IBM, Zend Team to Popularize PHP

ARMONK, N.Y – IBM made a bold move recently by throwing its weight behind PHP (hypertext preprocessor), an open source embedded scripting language that is commonly used by adult website developers.

Through a recently sealed deal with Zend Technologies, a Cupertino, Calif.-based PHP provider, IBM has laid plans to create Zend Core, which will combine IBM's Cloudscape-embedded database and Zend's open source PHP platform.

IBM said that Zend Core will be available in the second quarter of 2005 as a free download via the DB2 and Cloudscape product site and IBM's developer portal.

The partnership makes IBM one of the first technology heavyweights to support both PHP and Java and is expected to help accelerate the use of open source by a wider range of developers.

PHP currently accounts for more than 40 percent of the scripting market, according to research firm Netcraft, and is increasingly being used by large and small businesses.

"The product will provide the industry's first seamless out-of-the-box, PHP development and production environment, completely supported by Zend," IBM said in a statement.

IBM and Zend are also teaming together to develop PHP database integration frameworks and enhanced PHP web services standards.

Zend is funded with investments from Azure, Index, Intel Capital, Platinum, SAP Ventures and Walden Israel.

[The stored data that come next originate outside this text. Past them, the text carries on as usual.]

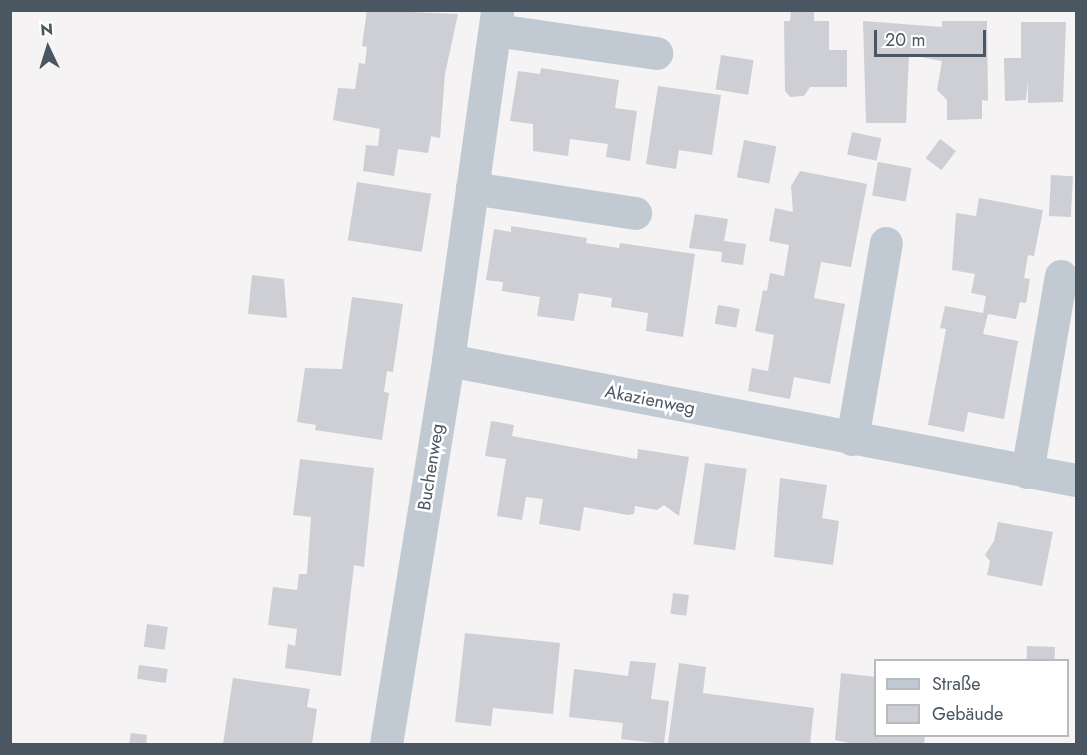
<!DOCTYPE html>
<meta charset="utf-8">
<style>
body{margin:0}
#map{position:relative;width:1087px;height:755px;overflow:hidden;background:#f5f3f3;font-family:Jost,sans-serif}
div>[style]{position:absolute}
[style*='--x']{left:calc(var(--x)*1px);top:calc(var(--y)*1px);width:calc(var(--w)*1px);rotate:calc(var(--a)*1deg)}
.building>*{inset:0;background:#cdcfd5;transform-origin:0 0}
.street>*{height:33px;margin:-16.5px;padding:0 16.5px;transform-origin:16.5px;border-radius:16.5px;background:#c1cad2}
span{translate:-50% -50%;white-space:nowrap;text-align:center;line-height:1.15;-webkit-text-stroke:5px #fff;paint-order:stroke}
.street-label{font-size:18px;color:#4a5661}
.frame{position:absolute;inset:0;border:12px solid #4a5661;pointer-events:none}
.legend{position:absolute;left:874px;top:659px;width:195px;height:78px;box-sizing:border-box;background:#fff;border:2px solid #b7bbc0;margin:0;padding:8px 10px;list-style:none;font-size:18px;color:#4a5661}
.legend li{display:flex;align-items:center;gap:12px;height:30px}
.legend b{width:30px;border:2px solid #b7bbc0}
.north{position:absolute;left:18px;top:18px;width:60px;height:60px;-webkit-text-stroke:4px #fff;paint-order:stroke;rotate:356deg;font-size:16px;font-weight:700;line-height:24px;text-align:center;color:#4a5661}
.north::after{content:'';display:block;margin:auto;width:21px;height:27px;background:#4a5661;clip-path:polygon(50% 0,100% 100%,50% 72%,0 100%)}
.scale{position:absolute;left:874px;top:30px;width:112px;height:27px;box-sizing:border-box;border:3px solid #4a5661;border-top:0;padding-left:8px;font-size:18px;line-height:21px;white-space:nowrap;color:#4a5661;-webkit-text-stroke:4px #fff;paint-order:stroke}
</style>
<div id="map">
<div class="building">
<i style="clip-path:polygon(367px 10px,458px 14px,445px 74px,440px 138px,431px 136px,428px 153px,398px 149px,394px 176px,363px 171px,366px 145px,378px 146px,380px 129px,333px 120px,338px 88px,355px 89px,359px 63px,365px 64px,367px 47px,362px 46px)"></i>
<i style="clip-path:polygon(791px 10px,814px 10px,814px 21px,829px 21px,829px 50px,847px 50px,847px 87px,810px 87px,804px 96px,790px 97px,785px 91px,784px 21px,790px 21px)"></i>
<i style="clip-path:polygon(863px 21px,942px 27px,942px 21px,987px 21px,988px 101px,982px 100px,982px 119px,947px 120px,947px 100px,937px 90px,942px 61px,909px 55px,906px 123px,866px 123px)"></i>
<i style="clip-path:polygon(1021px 22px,1066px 22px,1063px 102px,1028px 103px,1028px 81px,1026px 100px,1005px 101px,1004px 58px,1021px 58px)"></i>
<i style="left:721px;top:55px;width:33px;height:35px;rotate:9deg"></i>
<i style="clip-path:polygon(541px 68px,619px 80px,615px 108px,637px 111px,630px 161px,606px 157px,608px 144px,570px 139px,568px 156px,533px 151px,533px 124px,510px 121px,518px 71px,540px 74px)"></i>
<i style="clip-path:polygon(658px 86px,721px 95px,712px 155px,679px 150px,676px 169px,646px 164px)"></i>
<i style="left:852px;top:132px;width:30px;height:23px;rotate:12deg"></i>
<i style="left:940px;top:139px;width:20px;height:24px;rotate:37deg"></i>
<i style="left:744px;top:140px;width:33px;height:38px;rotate:11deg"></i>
<i style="left:878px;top:162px;width:34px;height:34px;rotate:10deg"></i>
<i style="clip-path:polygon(800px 171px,867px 184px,851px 267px,821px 262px,814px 298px,845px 304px,830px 384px,794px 377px,790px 399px,748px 391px,752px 368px,768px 371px,774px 335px,755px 331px,763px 290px,767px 291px,770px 273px,784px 276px,789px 245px,769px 241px,775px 208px,793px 212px,791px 186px)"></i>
<i style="left:1051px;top:175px;width:22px;height:41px;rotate:3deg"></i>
<i style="left:357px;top:182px;width:75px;height:59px;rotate:9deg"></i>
<i style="clip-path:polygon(979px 198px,1043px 210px,1034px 256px,1028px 255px,1024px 278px,1030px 279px,1026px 303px,1020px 302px,1016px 319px,988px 314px,983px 334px,1018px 341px,1004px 419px,968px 412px,964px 432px,928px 425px,946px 329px,940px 328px,945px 306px,983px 313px,986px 296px,971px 293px,975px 274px,952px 270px,956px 213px,976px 216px)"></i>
<i style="clip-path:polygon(695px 214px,728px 219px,724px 241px,746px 244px,743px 265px,721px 262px,722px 252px,689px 248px)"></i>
<i style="clip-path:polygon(511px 226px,587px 238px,586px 243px,619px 248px,620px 243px,695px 254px,683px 337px,646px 331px,648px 313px,611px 307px,612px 298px,579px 293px,574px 321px,537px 316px,540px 297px,502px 291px,503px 282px,486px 280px,494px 229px,511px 232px)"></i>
<i style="clip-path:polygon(252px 275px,284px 279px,287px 318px,248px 314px)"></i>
<i style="clip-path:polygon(352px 297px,403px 304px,393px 372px,387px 371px,384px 392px,389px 393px,382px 440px,315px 430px,316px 425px,297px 422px,305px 368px,342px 369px)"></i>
<i style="left:718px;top:305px;width:22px;height:19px;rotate:10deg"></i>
<i style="clip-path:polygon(491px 421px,514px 425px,512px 436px,637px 459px,638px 449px,689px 457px,679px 516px,664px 505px,657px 510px,635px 506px,634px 514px,628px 515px,584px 507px,580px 531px,539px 524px,543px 499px,526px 497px,522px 520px,497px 516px,506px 459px,485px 456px)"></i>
<i style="clip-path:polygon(300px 459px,374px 468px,364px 567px,354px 565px,341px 676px,285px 668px,288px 644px,295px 646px,297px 629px,268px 625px,273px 587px,297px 590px,299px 574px,307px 574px,311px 517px,293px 515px)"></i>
<i style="left:705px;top:463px;width:42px;height:82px;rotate:8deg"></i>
<i style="clip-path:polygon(780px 478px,827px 485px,822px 518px,839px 521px,833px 565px,774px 557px)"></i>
<i style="clip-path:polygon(998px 522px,1053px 532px,1042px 586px,987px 575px,990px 561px,985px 555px,994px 541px)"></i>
<i style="left:673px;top:593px;width:16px;height:21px;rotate:7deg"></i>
<i style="left:147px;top:624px;width:21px;height:23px;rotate:8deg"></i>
<i style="clip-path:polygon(465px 633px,560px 643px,553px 714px,493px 708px,491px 726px,455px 722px)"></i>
<i style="left:1027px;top:646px;width:28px;height:14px;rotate:2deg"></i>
<i style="clip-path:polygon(630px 661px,656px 663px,651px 699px,669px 701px,664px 744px,621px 739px,623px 723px,569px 717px,574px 669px,628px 676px)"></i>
<i style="clip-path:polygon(679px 663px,706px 667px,703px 693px,814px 708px,810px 744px,668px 743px)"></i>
<i style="left:139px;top:665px;width:29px;height:14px;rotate:8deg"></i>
<i style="clip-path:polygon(841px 673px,876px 677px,876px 736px,925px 736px,924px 744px,853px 744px,835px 740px)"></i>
<i style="clip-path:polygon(233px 678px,310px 689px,307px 707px,317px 709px,312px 744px,223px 744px)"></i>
<i style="clip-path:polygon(131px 733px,147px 735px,146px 744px,129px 744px)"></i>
</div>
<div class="street">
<i style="--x:495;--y:30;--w:163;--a:8.1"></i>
<i style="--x:472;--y:188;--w:165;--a:8.7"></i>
<i style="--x:448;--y:360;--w:639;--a:10.82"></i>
<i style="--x:852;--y:439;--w:199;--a:-80.2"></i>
<i style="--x:1027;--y:472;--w:199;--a:-80.2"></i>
<i style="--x:386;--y:744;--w:389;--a:-80.8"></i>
<i style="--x:448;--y:360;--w:353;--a:-82"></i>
</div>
<div class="street-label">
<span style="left:650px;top:400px;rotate:11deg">Akazienweg</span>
<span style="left:431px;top:467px;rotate:-81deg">Buchenweg</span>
</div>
<div class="frame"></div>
<ul class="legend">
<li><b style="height:8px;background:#c1cad2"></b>Straße</li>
<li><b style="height:16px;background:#cdcfd5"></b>Gebäude</li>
</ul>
<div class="north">N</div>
<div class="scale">20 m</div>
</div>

The company's founders are the architects of PHP and creators of the Zend Engine, the kernel of PHP.

IBM has also announced plans to contribute several dozen projects to SourceForge.net, a Somers, N.Y.-based open source repository.

To date, IBM has donated more than $40 million worth of code to open source projects that have contributed to more large-scale developer use of open source products and services.